International Higher Education, Spring 2000
Reform in Hungarian Higher Education
Hungarian universities, like those in other Eastern European countries, have roots in the Prussian model of a strong state apparatus and a semiautonomous professoriate. During the four decades of Soviet occupation, state dominance was strengthened in an increasingly centralized system. A second important structural characteristic of Eastern Europe generally and Hungary in particular is a relatively high level of institutional fragmentation--that is, the existence of many small institutions offering a limited number of programs. The Soviet years saw a significant increase in the number of small, specialized institutions and also a separation of the research function from universities into scores of research institutes controlled by the Hungarian Academy of Sciences. These legacies of state dominance and institutional fragmentation have important implications today for the shape of reform.
Hungarian higher education reform in the 1990s has been driven by two primary forces. The first is the government's desire to have more for less: to expand access to higher education but at a lower cost. Expansion has been driven largely by a desire to "catch up with Europe" in both economic and educational terms. The second driving force is a reform platform formulated by reformers in both Hungary and the World Bank. The bank's increasing interest in loans to develop human capital was welcomed by some in Hungary as a means to finance badly needed improvements in the higher education infrastructure. A World Bank loan of $150 million, negotiated in 1997, was intended to fund infrastructure needs and technical assistance for programmatic reforms.
The objectives of the joint government-World Bank reform program were to increase higher education's responsiveness to changing social and economic conditions, to use resources more efficiently, to mobilize nonstate resources and to create a more equitable financing system. Elements of the reform program range from the integration or merger of smaller institutions to a more flexible and transferable curriculum.
One element of reform, and a major focus of controversy, is institutional mergers. The government and the World Bank have been interested primarily in eliminating duplication and achieving economies of scale. The government stipulated that mergers would be made on a geographic rather than mission basis--that is, dissimilar institutions in common geographical areas would be merged rather than similar universities in different locations. An important implication of geographically based mergers--one that is rarely discussed at the governmental policy level--is a breakdown of the binary system and merger of different organizational cultures.
An interesting dynamic in the processes shaping integration is the issue of who decides on the specific mergers. Under the previous government, proposals submitted by institutions were reviewed by a newly established coordinating body for higher education, with the final determination then being made by the government. Believing that this essentially bottom-up process had produced less than optimal results, the current government took steps to centralize the process within the ministry to a greater extent. The current integration plan calls for 41 university-level institutions being merged into 17 universities and 22 college-level institutions being merged into 13 colleges.
A second element of reform is the introduction of lay boards at both national and institutional levels.

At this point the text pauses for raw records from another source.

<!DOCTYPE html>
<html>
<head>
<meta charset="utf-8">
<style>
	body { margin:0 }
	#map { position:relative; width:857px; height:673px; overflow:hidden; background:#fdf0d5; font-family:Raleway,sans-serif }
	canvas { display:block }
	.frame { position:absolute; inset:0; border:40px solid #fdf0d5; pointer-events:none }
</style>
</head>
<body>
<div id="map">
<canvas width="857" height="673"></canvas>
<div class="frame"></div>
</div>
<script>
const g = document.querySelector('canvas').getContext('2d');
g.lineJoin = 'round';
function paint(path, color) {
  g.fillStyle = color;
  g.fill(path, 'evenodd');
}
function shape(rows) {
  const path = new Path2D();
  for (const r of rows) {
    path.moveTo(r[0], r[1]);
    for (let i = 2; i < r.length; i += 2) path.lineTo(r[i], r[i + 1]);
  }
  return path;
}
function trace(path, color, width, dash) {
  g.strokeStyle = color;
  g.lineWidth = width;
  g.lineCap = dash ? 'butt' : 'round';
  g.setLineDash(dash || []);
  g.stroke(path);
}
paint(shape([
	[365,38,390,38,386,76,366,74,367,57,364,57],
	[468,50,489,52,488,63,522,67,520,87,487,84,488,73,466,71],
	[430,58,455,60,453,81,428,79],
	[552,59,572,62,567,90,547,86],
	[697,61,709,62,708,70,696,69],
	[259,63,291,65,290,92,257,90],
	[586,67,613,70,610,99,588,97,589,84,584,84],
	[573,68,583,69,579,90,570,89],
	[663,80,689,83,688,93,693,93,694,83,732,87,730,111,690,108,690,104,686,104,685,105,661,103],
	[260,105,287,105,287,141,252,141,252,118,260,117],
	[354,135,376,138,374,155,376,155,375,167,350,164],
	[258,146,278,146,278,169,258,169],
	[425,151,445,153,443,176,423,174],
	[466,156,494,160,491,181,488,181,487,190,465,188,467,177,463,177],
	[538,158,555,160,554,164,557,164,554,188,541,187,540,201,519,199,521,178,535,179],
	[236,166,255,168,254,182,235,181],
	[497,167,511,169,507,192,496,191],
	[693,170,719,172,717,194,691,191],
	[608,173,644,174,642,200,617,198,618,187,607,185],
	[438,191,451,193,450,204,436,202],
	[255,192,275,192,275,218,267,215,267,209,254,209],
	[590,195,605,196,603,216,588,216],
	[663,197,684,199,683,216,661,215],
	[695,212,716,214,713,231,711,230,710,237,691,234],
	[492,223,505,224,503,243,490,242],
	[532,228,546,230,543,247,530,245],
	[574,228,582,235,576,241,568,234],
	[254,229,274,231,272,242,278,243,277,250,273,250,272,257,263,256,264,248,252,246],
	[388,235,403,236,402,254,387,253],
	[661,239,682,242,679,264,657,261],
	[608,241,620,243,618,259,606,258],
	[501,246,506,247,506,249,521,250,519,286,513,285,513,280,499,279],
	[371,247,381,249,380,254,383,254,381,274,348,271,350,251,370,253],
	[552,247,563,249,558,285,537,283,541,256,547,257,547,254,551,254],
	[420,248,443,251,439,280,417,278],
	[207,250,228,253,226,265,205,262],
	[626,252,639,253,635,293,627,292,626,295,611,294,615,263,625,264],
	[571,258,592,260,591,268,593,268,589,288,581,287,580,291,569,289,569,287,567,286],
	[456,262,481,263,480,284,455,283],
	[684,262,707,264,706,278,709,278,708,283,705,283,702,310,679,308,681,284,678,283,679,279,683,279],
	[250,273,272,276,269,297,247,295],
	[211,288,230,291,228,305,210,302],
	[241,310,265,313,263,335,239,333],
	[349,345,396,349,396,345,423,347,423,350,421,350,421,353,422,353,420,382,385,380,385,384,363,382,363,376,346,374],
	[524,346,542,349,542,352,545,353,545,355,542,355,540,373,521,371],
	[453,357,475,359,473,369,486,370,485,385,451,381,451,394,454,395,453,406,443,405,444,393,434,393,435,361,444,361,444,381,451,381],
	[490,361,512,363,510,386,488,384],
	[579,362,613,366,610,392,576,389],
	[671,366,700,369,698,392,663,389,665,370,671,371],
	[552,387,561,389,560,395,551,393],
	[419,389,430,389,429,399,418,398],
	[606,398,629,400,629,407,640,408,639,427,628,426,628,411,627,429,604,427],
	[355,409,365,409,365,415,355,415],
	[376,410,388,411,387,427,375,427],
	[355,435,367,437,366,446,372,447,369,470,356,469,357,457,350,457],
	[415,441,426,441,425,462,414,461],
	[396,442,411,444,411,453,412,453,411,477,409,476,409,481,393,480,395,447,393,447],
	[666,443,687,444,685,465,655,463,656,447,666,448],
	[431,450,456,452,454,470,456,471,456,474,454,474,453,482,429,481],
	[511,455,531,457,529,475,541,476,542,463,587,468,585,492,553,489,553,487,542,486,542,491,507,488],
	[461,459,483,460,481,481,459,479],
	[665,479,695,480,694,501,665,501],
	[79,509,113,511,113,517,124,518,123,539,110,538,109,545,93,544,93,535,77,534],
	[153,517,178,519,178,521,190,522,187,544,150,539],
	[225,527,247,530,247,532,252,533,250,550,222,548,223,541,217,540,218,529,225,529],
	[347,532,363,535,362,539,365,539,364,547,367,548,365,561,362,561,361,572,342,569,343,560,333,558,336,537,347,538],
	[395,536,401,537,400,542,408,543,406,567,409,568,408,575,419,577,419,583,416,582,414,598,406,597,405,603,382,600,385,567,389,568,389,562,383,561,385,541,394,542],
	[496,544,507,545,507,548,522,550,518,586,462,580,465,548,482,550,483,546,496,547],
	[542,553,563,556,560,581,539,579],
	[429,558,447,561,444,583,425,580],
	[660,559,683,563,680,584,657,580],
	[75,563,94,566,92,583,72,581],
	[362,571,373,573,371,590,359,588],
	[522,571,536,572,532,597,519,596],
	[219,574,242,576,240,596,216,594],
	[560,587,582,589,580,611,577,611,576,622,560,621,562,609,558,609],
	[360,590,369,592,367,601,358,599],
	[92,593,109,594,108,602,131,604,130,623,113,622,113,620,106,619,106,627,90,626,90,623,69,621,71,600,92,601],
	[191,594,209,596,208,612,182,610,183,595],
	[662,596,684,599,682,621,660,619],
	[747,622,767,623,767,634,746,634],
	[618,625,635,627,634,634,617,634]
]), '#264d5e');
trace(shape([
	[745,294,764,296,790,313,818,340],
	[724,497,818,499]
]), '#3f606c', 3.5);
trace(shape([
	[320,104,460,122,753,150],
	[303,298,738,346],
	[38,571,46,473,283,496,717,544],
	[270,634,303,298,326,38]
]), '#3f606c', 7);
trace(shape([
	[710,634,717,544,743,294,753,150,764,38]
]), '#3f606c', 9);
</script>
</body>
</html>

The national board, known by its Hungarian acronym, FTT, is composed of 21 members: half nominated by the higher education sector, half coming from users such as employers and professional associations, and one government representative. The FTT is purely an advisory body to the Ministry of Education, but its powers are significant--ranging from the development of an overall strategic plan to the allocation of admission places in universities.
The rationale for including boards in the overall reform program was twofold. First, boards represented a structural solution to the reform objective of "responsiveness" to changing social and economic conditions. Boards composed of users of higher education’s products could help clarify and promote needed changes. Second, from the universities’ point of view, boards could serve a classic "buffering" function of protecting them from the vicissitudes of political forces.
Implementation of both reform elements illustrated here has been a struggle. Structurally, the Prussian model has difficulty accommodating the emergence of power in the middle--anything between the state and the professoriate. Additionally, each case illustrates the powerful legacies of the socialist system in shaping attitudes toward reform. One of the central dynamics of socialist systems has been the state bureaucracy's control over allocation and a resulting culture of subordination. Ministry officials would not allow the FTT to function as the principal advisory body for higher education on issues of integration or any other major policy arena. Another closely related characteristic of socialist societies is the absence of "civil society" or nongovernmental institutions occupying the intermediate space between government and individuals. Boards are a foray into this intermediate space and it has been a difficult pioneering venture in terms of legitimacy and power.
Clearly integration and other elements of reform have encountered the classic dynamics of interest group behavior found in all societies. Integration leaders come from regional universities eager to increase their influence and resources. Resistance comes from the larger and more powerful Budapest universities protecting their status. The legacies of socialism have further shaped and reinforced this dynamic through an established pattern of networks between ministry bureaucrats and institutional leaders created to cope with the constraints of a "shortage economy" characteristic of socialist countries.
After the euphoria of 1989, the realities of significant reform in higher education in Hungary have become apparent as some groups resist change and seek to protect perceived interests and beliefs. However, the legacies of socialist systems constitute deeply rooted ways of thinking and acting that lie not in the particular political system but in the social and economic structures upon which these societies were built. Many involved in higher education reform in Hungary have concluded that change will take a generation or two.